> **Given data**
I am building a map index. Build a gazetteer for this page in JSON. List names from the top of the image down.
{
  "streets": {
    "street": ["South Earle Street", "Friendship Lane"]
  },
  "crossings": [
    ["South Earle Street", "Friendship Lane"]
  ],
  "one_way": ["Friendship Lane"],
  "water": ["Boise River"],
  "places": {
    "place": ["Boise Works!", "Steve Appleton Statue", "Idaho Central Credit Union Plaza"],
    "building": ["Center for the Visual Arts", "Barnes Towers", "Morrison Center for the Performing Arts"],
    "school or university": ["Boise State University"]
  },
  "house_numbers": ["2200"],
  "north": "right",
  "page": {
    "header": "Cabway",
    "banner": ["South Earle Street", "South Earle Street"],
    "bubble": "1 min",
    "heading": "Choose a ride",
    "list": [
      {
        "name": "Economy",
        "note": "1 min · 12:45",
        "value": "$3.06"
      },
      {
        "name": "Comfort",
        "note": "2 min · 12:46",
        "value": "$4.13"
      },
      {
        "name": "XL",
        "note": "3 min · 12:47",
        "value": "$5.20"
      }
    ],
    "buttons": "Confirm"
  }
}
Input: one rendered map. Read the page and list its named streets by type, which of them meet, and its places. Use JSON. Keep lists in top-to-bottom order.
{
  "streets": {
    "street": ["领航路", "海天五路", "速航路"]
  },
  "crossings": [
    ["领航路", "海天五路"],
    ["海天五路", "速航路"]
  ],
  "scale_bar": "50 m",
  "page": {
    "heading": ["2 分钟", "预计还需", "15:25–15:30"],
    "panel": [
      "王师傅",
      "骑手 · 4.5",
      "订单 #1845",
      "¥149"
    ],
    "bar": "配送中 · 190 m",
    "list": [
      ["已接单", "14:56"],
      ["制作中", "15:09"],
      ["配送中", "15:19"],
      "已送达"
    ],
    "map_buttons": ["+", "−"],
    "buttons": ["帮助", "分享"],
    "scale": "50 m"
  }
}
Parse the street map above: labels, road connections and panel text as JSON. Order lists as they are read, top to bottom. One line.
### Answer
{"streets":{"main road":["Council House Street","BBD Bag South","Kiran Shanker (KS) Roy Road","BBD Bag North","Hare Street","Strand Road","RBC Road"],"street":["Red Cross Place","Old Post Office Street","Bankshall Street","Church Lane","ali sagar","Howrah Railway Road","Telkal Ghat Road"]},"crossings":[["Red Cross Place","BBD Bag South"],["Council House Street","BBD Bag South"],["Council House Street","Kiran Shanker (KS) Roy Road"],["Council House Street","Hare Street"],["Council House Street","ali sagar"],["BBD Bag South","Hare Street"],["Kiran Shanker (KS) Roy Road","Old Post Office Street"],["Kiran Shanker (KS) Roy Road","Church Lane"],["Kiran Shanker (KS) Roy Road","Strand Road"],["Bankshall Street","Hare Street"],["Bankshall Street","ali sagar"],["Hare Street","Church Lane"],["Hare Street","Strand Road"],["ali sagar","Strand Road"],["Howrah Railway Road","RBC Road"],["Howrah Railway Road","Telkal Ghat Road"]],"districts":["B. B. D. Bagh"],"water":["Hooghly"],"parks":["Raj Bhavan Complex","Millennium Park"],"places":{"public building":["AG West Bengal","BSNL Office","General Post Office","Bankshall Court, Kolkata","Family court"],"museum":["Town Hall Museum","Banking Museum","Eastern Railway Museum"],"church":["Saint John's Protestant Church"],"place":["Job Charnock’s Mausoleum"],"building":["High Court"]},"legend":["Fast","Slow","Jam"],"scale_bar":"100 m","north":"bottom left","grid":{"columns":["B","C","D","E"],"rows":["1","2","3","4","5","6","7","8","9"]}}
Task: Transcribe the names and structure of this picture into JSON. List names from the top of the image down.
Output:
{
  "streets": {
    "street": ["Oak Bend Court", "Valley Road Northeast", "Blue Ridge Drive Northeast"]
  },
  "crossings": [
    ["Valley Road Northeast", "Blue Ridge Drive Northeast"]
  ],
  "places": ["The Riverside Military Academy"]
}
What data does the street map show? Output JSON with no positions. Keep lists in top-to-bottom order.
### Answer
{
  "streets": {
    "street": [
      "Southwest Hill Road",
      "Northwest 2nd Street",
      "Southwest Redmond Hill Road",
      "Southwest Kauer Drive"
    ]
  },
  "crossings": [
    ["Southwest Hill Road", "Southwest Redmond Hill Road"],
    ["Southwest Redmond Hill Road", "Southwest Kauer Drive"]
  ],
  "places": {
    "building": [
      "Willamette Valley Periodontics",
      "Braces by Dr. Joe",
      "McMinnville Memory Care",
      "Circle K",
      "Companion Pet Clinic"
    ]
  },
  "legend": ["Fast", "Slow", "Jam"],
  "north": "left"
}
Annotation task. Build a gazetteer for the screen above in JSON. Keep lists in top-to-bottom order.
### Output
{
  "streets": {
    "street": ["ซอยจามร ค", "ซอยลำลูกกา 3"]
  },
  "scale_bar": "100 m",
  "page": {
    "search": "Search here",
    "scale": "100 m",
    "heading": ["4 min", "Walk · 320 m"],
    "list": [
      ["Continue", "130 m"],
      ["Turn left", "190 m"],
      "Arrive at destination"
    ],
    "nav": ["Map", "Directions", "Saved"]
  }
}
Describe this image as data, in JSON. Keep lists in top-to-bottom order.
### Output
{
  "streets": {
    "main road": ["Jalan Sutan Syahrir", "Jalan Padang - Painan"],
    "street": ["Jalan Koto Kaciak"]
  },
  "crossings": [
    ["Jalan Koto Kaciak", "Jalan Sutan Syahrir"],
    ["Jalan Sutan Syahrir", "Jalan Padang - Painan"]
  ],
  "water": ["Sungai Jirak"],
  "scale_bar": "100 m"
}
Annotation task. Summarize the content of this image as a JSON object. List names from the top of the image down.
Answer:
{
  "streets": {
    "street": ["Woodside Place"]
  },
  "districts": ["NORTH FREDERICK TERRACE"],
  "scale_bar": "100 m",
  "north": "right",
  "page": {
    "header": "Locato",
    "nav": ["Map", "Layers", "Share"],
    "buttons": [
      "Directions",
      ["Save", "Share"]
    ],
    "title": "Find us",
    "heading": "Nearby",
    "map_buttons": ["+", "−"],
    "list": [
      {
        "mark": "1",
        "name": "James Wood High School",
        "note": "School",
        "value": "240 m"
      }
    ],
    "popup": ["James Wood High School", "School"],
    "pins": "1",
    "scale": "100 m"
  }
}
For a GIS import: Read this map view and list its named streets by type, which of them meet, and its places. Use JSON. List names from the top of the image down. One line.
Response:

> **Aim of the task**
Report how many lines of the records hold the word "above", and supply no other text.

> **Expected answer**
2